** Data to use follows **

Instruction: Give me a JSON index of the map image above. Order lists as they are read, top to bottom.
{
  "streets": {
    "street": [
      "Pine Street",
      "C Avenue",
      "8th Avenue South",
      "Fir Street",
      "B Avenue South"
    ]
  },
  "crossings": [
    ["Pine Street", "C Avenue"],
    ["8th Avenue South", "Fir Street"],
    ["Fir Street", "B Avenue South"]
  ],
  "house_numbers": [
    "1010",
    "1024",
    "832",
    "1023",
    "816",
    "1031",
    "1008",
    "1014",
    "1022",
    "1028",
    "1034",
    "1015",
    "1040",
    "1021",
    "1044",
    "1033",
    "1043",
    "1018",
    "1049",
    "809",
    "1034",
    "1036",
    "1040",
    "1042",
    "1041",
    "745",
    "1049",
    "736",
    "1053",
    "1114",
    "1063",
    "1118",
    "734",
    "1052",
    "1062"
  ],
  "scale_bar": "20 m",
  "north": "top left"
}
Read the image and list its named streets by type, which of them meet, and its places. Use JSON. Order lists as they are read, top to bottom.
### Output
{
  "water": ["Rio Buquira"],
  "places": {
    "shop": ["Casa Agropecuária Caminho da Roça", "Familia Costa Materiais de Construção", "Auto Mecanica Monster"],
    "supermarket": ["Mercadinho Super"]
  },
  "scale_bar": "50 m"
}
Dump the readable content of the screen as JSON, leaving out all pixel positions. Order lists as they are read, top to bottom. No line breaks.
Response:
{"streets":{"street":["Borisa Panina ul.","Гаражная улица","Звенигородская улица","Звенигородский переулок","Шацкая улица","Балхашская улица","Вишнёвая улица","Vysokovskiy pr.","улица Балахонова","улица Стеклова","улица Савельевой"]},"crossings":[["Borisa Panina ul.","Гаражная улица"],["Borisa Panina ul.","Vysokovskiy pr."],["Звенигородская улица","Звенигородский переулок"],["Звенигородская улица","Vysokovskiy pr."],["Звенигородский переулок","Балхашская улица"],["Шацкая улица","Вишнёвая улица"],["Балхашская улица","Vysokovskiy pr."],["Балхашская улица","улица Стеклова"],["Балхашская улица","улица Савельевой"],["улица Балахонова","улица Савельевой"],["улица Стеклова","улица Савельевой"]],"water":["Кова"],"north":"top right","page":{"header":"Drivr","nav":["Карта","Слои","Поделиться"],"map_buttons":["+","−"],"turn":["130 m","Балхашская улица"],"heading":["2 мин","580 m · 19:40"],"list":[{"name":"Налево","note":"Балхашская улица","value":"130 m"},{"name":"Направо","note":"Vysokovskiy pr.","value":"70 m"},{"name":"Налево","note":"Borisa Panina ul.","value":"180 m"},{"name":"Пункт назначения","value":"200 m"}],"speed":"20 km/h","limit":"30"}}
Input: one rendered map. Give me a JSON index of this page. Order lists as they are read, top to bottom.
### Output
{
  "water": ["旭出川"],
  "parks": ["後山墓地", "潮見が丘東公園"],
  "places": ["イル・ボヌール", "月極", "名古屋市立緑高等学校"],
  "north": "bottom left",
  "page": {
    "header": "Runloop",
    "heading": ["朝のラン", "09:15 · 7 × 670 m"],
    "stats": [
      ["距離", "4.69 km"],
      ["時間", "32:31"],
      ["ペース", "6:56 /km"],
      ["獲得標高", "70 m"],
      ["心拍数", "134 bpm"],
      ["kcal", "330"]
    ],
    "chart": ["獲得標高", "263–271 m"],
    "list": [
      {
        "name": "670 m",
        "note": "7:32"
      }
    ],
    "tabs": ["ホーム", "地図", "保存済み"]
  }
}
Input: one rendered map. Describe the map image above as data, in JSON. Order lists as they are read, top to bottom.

** End of Data to use **

Task
Apply a filter for "rendered" to the data above, then copy each line that matches.

Problem solution
Input: one rendered map. Give me a JSON index of this page. Order lists as they are read, top to bottom.
Input: one rendered map. Describe the map image above as data, in JSON. Order lists as they are read, top to bottom.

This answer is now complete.